= PROBLEM TO WORK ON =
Filter the entries below, keeping only lines with the word "aeroporto".
** Opening INPUT block **
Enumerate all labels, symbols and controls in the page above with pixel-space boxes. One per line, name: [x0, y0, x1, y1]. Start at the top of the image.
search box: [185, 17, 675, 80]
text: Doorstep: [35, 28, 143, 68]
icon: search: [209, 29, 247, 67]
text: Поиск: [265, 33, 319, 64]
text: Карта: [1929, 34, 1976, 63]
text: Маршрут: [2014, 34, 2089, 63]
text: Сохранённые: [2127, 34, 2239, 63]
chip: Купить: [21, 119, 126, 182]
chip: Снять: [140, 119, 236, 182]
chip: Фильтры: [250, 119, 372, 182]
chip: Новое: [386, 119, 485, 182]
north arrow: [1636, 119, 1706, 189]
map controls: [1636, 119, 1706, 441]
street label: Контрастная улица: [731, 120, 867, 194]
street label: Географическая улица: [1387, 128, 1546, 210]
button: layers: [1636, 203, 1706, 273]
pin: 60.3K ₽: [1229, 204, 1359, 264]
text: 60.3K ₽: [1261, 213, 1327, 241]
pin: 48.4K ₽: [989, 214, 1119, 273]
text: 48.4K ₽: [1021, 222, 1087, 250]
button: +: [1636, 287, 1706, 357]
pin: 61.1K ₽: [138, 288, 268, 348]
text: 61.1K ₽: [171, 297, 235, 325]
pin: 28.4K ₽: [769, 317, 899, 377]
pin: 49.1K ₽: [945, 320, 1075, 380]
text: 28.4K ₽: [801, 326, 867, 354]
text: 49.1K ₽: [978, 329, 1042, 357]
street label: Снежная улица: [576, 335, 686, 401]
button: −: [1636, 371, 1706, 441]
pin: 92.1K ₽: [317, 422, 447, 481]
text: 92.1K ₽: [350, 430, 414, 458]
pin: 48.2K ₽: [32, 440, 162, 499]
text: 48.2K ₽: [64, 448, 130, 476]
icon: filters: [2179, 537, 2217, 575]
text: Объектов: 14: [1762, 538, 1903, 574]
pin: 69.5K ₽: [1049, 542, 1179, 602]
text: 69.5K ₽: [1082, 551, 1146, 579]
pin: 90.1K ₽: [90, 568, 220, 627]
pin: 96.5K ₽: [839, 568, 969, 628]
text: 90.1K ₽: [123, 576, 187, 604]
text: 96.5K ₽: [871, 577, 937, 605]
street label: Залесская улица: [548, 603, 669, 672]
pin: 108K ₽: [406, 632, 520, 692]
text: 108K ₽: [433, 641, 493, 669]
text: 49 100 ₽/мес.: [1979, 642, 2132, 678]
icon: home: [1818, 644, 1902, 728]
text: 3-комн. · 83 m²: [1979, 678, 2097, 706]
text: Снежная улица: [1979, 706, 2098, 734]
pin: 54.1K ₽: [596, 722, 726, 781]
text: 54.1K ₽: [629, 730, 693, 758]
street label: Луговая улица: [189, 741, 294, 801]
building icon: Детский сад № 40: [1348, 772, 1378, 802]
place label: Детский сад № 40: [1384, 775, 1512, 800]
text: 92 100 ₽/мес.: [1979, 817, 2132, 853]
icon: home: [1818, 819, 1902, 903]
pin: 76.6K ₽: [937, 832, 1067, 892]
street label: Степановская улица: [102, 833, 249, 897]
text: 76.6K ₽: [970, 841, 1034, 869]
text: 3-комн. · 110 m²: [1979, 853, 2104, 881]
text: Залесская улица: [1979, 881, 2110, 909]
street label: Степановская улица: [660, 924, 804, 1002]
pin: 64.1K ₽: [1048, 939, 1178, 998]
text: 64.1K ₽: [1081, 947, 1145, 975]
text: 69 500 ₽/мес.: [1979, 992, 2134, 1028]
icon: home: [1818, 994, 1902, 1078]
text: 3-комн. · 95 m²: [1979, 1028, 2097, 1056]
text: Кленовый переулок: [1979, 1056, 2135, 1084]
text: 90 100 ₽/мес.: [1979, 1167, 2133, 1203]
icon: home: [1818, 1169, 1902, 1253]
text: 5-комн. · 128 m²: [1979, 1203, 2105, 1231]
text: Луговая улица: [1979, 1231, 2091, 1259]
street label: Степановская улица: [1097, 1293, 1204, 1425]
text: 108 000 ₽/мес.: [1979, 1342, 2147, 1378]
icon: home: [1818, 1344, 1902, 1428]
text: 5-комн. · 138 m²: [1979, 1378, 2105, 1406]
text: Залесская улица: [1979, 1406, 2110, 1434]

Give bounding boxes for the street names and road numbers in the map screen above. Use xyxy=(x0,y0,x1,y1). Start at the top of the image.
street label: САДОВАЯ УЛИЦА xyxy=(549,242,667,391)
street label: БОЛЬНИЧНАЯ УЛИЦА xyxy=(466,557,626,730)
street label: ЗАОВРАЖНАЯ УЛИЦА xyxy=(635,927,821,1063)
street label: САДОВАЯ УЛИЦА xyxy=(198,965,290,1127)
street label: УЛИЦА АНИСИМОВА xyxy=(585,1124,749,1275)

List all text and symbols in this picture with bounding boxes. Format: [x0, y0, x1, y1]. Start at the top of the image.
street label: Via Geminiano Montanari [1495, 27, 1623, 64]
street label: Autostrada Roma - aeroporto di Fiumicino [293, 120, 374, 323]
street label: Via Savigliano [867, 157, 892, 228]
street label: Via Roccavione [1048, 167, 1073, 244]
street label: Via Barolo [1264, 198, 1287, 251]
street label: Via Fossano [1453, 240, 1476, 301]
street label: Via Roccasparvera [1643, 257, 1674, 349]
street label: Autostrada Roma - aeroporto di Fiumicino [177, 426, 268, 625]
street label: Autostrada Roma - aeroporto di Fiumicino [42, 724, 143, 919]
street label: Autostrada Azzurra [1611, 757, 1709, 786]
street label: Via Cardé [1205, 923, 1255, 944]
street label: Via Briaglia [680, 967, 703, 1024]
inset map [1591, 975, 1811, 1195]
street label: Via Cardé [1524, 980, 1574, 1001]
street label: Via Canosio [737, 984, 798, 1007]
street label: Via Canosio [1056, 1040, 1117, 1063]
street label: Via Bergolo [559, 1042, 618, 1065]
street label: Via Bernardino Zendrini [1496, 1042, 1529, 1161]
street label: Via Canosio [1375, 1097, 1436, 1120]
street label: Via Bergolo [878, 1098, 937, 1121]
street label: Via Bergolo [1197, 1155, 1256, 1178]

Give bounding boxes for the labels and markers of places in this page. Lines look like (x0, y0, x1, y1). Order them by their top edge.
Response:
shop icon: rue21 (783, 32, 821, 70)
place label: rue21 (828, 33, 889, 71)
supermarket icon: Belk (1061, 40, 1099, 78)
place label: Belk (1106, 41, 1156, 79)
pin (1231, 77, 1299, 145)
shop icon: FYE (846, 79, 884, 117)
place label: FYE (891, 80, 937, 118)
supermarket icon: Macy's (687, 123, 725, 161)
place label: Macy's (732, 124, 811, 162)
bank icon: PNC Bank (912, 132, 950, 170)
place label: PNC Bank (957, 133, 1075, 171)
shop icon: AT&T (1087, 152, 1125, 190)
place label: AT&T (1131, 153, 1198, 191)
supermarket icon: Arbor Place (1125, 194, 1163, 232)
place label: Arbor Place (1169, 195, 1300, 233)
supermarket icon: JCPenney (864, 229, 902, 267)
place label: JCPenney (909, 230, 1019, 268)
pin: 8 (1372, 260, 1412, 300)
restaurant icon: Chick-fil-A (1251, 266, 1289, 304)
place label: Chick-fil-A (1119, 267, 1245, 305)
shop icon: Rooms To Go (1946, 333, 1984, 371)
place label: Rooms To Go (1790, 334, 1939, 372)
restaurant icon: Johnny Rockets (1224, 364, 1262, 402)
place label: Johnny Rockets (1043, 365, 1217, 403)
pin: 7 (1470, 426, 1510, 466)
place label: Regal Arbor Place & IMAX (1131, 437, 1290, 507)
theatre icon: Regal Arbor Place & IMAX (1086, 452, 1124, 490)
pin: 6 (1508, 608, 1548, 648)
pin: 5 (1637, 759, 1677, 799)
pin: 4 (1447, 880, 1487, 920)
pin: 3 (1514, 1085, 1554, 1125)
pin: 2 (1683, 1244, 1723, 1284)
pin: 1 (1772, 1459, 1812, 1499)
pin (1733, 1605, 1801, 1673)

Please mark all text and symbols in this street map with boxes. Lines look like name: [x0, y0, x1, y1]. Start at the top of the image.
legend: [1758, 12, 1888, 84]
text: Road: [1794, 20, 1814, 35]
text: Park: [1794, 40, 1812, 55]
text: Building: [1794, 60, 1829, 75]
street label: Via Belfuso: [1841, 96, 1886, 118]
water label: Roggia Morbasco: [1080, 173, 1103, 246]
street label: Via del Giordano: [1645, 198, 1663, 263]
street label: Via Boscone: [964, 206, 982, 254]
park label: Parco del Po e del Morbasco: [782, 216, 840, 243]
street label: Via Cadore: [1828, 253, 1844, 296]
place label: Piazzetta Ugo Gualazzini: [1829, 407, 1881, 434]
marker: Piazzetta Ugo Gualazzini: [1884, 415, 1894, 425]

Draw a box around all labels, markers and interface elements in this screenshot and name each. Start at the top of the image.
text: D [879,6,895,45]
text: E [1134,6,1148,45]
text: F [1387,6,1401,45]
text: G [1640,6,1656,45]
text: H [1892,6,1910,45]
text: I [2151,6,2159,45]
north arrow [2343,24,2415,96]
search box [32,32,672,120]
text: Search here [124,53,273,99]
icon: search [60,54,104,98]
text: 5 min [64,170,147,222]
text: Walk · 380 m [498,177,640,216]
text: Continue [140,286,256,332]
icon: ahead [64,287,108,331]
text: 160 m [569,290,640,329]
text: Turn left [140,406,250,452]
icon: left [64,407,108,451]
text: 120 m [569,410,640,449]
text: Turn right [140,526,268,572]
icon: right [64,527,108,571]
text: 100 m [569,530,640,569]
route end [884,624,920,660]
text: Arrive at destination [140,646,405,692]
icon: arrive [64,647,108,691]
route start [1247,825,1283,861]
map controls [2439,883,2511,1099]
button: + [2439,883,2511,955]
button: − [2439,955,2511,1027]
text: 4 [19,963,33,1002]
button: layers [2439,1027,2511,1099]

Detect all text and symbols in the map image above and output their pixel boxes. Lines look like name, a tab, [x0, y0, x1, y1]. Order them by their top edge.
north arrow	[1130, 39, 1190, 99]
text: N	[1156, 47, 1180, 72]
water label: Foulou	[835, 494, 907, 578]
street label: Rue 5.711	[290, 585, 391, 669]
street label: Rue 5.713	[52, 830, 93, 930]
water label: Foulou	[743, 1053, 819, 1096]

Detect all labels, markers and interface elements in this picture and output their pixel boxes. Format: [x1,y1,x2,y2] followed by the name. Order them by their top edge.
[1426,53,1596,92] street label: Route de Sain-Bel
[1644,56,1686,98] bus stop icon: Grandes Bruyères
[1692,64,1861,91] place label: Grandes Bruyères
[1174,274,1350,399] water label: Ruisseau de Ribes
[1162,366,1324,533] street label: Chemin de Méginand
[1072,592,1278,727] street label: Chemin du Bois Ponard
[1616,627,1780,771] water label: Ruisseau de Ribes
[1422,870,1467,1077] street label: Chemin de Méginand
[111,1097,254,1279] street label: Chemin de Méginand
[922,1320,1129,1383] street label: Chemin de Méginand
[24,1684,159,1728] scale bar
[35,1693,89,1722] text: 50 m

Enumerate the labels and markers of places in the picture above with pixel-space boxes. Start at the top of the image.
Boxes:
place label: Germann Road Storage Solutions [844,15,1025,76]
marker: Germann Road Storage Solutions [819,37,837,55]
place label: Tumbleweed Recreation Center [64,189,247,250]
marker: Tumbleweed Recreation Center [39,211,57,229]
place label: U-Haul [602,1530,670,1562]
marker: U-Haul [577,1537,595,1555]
** Closing INPUT block **
= SOLUTION =
street label: Autostrada Roma - aeroporto di Fiumicino [293, 120, 374, 323]
street label: Autostrada Roma - aeroporto di Fiumicino [177, 426, 268, 625]
street label: Autostrada Roma - aeroporto di Fiumicino [42, 724, 143, 919]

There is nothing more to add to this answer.